Superatomic and adsorption properties of Ni atom doped Au clusters

Abstract

Due to their strong relativistic effects, Au clusters exhibit many unusual geometric structures. Among them, Au₇⁻, Au₈ and Au₉⁺ have 18 valence electrons satisfying the magic numbers in the jellium model, respectively, but these three non-spherical clusters are not superatoms. In general, a single dopant atom can drastically change the structural and electronic properties of Au clusters. Here, we searched structures of NiAu₇⁻, NiAu₈ and NiAu₉⁺ clusters using the genetic algorithm program (GA) combined with density functional theory (DFT). It was found that the alloy clusters are all 3D spherical structures.
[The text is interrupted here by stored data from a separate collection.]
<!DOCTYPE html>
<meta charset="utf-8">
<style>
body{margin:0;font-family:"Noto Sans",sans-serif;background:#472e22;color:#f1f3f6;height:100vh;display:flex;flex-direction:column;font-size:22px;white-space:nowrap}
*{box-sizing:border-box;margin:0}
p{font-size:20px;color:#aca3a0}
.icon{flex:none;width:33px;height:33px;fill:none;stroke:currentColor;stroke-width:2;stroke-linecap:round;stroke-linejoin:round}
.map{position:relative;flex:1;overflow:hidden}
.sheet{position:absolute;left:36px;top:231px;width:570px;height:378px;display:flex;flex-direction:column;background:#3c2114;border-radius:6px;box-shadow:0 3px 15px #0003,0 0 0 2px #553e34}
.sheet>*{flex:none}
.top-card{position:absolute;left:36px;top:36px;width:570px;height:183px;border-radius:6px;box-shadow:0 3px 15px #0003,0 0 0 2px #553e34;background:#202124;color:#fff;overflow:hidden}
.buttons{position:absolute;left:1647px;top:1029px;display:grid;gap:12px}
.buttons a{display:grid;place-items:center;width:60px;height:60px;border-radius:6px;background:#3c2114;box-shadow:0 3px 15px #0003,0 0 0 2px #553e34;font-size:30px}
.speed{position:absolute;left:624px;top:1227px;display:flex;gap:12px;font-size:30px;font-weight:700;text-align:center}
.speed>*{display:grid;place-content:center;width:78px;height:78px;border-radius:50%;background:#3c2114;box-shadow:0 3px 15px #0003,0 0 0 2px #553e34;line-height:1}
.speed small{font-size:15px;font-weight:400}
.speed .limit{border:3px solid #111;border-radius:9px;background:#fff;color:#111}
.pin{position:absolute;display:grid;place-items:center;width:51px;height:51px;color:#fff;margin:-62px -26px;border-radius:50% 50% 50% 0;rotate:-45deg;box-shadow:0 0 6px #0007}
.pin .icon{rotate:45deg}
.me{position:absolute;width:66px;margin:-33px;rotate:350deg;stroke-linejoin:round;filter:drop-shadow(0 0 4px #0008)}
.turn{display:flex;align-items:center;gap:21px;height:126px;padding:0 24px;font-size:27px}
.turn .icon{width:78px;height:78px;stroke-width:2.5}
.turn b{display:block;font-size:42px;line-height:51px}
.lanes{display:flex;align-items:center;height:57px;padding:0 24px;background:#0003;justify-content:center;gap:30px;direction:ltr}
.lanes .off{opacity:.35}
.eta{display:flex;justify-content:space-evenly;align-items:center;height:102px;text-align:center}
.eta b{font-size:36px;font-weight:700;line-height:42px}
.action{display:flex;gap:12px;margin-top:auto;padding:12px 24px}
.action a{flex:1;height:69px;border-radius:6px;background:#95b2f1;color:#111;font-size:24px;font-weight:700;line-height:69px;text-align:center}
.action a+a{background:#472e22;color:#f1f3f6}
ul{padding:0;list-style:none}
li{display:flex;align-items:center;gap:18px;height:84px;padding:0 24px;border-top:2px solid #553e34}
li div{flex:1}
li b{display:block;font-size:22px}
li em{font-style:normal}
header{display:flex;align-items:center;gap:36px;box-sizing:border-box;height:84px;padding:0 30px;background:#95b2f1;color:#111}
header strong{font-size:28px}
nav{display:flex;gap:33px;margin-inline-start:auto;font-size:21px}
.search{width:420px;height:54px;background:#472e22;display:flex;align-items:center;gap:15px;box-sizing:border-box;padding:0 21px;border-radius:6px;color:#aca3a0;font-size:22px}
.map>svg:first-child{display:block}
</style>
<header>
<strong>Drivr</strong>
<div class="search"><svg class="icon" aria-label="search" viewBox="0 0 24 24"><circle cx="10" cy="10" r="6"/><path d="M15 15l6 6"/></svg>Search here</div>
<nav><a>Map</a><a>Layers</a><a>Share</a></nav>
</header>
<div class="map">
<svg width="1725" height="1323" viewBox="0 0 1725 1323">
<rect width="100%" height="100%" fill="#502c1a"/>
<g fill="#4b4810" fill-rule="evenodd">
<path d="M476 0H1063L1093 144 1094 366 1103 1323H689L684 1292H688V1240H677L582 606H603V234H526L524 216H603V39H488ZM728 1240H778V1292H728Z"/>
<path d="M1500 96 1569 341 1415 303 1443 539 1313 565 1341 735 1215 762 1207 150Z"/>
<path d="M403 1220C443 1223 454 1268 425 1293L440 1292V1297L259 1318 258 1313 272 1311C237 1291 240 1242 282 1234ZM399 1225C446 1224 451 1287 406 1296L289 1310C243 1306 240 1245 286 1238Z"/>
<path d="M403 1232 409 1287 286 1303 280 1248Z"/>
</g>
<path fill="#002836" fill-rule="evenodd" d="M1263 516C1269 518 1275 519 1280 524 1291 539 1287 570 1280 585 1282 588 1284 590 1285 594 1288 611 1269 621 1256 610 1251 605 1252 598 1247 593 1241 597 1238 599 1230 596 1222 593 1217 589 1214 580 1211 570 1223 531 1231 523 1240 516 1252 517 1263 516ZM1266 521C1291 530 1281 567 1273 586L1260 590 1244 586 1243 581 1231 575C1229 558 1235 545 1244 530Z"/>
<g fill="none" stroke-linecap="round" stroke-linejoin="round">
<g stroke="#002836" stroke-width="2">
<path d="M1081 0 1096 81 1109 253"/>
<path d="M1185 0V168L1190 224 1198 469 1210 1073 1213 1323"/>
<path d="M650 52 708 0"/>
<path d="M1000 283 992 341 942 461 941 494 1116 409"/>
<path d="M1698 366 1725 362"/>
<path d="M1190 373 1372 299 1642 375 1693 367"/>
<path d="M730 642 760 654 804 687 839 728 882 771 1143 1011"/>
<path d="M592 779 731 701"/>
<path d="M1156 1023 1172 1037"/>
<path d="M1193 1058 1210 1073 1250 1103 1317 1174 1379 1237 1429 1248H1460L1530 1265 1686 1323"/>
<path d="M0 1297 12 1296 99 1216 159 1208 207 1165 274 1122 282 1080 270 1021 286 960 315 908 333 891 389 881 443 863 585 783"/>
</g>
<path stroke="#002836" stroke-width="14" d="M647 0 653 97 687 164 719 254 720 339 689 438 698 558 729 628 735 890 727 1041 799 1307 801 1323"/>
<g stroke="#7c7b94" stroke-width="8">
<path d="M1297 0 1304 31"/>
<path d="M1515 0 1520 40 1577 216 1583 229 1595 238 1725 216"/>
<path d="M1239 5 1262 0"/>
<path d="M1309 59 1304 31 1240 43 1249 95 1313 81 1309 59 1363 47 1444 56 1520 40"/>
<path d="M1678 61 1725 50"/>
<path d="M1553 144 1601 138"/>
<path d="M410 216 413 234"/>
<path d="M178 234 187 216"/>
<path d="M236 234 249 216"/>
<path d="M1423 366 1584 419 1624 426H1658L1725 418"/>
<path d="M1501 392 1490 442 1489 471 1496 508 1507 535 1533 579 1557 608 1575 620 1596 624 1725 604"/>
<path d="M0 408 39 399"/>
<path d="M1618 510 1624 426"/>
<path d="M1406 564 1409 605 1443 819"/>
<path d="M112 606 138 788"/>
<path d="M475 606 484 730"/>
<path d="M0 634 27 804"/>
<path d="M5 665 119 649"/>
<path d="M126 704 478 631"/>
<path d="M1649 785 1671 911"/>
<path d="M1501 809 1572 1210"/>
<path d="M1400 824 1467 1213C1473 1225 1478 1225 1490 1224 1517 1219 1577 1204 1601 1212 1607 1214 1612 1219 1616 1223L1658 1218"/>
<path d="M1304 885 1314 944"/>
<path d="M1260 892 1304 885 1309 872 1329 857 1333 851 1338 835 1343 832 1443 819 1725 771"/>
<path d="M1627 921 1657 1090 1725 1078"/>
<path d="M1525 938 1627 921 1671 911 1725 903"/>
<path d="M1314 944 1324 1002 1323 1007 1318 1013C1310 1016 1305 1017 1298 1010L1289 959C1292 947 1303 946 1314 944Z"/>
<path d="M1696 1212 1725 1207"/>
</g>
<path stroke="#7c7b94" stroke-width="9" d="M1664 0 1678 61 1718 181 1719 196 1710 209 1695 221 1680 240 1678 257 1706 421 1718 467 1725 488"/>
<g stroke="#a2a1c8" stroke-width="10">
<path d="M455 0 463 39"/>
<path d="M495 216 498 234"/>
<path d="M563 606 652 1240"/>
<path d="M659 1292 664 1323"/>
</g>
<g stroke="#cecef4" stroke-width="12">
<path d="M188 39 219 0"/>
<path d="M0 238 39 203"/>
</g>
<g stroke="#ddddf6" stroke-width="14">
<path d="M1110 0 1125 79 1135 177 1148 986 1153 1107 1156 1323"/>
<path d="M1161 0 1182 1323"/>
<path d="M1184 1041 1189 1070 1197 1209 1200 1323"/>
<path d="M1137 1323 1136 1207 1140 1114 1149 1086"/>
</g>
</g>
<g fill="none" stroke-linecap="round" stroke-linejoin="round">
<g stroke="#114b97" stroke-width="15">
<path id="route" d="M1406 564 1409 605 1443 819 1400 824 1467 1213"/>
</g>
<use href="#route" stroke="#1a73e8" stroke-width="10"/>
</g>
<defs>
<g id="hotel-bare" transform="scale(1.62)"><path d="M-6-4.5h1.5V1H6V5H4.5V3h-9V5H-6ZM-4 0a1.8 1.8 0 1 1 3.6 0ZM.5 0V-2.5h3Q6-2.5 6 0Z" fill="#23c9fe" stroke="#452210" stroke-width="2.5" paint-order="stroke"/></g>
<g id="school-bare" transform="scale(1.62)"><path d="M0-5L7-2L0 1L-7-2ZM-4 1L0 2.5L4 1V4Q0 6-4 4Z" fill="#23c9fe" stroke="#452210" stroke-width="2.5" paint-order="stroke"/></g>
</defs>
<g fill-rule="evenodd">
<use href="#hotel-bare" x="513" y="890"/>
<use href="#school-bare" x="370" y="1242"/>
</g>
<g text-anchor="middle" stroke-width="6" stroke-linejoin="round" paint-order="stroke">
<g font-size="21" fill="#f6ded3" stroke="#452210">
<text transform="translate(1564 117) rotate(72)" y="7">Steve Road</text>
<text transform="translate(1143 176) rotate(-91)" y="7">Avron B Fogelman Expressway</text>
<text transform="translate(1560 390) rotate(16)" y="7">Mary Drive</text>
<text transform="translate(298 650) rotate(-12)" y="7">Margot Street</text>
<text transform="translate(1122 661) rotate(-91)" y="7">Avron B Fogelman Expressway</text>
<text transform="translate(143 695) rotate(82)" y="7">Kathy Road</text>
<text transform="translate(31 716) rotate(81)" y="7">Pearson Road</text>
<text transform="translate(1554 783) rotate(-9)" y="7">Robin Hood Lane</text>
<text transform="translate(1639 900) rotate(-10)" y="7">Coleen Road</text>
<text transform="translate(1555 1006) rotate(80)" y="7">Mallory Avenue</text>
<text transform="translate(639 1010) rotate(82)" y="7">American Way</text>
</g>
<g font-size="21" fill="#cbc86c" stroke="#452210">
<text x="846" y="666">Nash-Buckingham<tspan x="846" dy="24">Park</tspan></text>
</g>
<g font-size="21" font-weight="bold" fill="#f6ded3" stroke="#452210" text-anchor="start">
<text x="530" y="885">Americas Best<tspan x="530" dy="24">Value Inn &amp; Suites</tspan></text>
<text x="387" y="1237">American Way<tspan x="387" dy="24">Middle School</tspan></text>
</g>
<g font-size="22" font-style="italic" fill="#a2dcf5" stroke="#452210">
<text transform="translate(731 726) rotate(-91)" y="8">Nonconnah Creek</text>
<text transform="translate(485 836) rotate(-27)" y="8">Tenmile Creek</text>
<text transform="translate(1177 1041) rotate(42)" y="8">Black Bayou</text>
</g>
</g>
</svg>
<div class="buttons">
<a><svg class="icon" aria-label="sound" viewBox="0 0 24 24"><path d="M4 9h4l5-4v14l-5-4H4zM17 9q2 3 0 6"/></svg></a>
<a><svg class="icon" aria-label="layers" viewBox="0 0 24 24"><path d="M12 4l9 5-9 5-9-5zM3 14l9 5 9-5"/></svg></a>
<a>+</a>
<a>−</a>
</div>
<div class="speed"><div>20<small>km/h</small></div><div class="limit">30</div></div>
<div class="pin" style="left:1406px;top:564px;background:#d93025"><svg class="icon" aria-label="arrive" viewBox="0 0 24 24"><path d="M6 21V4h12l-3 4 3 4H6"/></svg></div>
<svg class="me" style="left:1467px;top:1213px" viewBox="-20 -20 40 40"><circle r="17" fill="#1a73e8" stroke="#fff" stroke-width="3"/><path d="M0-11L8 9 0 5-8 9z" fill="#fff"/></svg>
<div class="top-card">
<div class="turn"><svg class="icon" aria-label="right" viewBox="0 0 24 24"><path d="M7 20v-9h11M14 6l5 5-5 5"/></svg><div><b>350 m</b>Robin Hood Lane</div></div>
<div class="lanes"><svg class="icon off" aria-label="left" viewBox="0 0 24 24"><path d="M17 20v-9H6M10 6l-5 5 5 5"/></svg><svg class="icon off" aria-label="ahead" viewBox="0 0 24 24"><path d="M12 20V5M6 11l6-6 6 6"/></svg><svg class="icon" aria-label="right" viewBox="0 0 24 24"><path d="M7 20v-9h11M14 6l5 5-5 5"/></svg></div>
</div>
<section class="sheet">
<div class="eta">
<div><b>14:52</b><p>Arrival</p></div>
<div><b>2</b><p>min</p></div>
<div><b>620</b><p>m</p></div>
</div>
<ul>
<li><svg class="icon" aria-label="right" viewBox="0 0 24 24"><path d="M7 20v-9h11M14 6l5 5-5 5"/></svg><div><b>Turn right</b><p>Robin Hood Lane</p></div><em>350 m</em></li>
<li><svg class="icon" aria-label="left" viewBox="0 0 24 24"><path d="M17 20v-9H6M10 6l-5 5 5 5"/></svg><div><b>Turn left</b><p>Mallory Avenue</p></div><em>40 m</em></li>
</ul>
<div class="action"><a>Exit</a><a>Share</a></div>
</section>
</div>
The molecular orbitals and density of states analysis indicate that they have completely filled superatomic shells (1S²1P⁶), in which the electronic structure of the Ni atom is d¹⁰. Then, the electrostatic potential surfaces of the alloy clusters are analyzed, and the calculated results show that the NiAu₈ superatom has remarkable σ-holes with positive potential regions. Moreover, these electron-deficient regions can be considered as interaction sites with some electron donors. After a Lewis base CO gas molecule is adsorbed on the Au-based superatom, we found that the C–O bond distance becomes slightly elongated and its stretching frequency presents a significant red-shift. This is due to the fact that 5d electrons of the Au atom of the NiAu₈ transfer towards the anti-bond π orbitals of the CO molecule. Hence, this is an effective strategy for finding new types of superatoms and potential catalysts for covalent bond activation.